Thank you so much @Raf, this is great. I was trying to (B(...) for _ in 1:4) before instead of the explicit Tuple(...) version and got stuck on that.

1 Like

It good to know what is confusing about the package, I’ll make it clearer in the docs that length of objects has to be known at compile time, and we are specifically flattening fields, which Array doesn’t have.

2 Likes

I have been using vcat(a, b..., c, d) etc for this (in the vector case). Would have liked to see a proper flatten though, as well as flat_map.

I think it could be done for a struct by using the dynamic lookup functions.

flatten_struct = x -> [getfield(x, n) for n = fieldnames(typeof(x))]
julia> using FlexiMaps

julia> flatten([1:2, 5:10, 1:0])
8-element Vector{Int64}:
<...>

julia> flatmap(i -> 1:i, [1, 3, 2])
6-element Vector{Int64}:
 1
 1
 2
 3
 1
 2

This does a single level of struct flattening.

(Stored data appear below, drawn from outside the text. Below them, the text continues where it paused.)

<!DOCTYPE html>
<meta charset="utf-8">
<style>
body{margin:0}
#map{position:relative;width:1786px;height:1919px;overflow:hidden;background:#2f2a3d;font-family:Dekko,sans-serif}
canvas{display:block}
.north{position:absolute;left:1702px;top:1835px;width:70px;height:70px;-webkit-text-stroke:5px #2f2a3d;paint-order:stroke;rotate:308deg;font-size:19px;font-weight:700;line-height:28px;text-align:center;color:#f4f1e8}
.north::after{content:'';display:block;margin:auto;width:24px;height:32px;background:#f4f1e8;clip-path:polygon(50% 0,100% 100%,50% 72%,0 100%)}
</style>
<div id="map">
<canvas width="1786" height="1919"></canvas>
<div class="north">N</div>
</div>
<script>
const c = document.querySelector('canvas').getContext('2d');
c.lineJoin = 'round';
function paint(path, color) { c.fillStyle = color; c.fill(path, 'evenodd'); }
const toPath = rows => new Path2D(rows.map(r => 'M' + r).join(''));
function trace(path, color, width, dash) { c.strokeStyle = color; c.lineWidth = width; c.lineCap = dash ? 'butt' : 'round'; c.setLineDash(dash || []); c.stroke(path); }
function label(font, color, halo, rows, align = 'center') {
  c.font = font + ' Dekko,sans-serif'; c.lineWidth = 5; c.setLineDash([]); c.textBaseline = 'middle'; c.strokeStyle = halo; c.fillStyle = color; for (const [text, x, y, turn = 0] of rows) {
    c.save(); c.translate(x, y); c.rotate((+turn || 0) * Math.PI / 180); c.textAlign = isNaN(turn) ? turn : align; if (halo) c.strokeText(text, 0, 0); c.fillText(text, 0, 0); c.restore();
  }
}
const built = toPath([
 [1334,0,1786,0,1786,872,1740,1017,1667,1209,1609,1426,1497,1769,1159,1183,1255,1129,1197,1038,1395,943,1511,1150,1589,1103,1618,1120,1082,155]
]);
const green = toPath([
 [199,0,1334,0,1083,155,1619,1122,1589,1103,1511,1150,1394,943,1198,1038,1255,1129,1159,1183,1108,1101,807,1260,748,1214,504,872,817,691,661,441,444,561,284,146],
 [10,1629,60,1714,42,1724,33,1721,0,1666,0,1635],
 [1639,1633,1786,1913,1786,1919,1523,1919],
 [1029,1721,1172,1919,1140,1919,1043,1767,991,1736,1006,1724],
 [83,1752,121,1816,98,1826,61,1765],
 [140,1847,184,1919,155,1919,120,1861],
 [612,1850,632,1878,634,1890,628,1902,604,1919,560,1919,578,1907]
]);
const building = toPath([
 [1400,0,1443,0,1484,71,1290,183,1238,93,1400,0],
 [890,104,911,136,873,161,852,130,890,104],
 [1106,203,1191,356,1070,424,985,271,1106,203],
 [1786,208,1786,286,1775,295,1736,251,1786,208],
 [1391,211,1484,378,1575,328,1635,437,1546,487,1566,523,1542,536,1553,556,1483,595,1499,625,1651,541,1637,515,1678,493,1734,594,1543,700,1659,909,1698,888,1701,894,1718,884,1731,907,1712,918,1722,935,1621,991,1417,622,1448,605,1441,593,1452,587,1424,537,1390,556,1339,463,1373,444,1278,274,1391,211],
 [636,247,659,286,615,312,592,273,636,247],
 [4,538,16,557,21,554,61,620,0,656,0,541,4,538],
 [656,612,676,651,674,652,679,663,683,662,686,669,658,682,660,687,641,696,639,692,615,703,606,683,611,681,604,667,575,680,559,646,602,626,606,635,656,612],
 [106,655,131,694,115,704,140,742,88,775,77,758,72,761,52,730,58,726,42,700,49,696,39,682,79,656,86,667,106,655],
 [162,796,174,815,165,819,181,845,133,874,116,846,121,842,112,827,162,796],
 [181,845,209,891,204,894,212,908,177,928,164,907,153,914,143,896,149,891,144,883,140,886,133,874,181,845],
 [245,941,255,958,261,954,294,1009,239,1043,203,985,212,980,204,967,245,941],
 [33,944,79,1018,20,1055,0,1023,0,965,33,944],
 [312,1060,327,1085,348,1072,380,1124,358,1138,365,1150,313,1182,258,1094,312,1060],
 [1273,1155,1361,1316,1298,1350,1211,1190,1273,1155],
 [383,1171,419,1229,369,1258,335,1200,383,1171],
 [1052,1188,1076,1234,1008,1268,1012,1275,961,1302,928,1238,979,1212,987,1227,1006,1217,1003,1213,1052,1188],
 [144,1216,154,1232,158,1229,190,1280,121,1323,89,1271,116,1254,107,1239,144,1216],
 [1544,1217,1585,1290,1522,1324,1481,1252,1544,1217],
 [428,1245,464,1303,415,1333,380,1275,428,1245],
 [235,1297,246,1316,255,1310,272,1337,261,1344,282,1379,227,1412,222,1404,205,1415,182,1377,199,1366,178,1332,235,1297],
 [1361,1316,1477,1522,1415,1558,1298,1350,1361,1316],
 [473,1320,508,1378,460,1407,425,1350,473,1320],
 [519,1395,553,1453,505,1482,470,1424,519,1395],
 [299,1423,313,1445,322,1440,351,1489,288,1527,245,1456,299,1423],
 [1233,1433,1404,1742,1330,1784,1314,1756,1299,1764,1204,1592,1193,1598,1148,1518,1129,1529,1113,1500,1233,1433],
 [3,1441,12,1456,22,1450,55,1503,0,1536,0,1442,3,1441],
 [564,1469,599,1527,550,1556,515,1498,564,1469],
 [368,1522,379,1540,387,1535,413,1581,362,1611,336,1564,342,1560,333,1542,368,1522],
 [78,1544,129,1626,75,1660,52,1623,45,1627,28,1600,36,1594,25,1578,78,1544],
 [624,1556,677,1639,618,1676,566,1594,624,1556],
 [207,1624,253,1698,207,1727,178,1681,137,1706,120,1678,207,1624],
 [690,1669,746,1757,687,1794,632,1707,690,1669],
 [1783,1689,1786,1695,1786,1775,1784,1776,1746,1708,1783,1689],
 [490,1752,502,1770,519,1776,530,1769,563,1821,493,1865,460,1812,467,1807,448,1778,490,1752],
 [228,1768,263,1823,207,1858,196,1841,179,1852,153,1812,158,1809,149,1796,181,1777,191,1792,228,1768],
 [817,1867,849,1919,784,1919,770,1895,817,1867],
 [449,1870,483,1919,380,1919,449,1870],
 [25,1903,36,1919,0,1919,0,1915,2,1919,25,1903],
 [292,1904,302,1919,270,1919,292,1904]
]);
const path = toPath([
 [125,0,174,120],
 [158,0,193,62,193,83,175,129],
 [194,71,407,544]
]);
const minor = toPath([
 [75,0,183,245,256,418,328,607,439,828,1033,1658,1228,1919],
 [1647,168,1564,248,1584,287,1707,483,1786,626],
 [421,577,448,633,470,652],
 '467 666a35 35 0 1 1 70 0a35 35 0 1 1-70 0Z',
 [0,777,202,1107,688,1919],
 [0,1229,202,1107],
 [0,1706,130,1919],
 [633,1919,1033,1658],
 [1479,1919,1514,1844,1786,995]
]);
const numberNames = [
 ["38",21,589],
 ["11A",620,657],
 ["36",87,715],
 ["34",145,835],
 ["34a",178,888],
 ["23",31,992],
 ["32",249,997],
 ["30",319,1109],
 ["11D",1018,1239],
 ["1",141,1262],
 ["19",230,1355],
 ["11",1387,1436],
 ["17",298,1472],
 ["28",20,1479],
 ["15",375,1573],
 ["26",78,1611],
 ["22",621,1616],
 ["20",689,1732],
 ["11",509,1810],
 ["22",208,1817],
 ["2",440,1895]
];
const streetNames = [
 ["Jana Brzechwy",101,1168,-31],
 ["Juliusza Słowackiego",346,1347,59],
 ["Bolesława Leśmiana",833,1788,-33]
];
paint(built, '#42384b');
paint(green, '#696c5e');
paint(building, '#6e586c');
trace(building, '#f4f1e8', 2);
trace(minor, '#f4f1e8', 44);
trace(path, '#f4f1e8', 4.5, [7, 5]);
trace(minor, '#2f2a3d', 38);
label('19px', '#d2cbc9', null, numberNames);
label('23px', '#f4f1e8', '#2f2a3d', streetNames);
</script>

It can be what one needs, but Flatten.jl main usecase is recursive flattening AFAIK.

in this example.
How does flatten() stop unnesting at the rational number level and not unpack the numerators and denominators as well?
I’d be interested in understanding it in principle as well, without the implementation details that I probably wouldn’t be able to understand.

using Flatten

struct NR
    q1::Rational{Int64}
    q2::Rational{Int64}
end

NSR = Tuple(NR(nn...) for _ in 1:4)

nn=Tuple(NR((Rational(rand(1:10,2)...) for _ in 1:2)...) for _ in 1:4)
julia>         flatten(nn)
(5//2, 2//1, 2//1, 7//9, 2//3, 3//5, 9//5, 3//5)

This is just because you are not passing any arguments to flatten, and the default behavior is to flatten Real. Maybe that’s not well enough documented.

If you want the inner values, use flatten(nn, Int64) and it will look inside the Rational numbers for Int64.

1 Like

Okay. Thank you.
I don’t need to unpack the rationali.
I was wondering how the function could be so “smart” that it stops at the right point.
So, conceptually, the recursive function (with default parameters) unpacks everything that isn’t Real?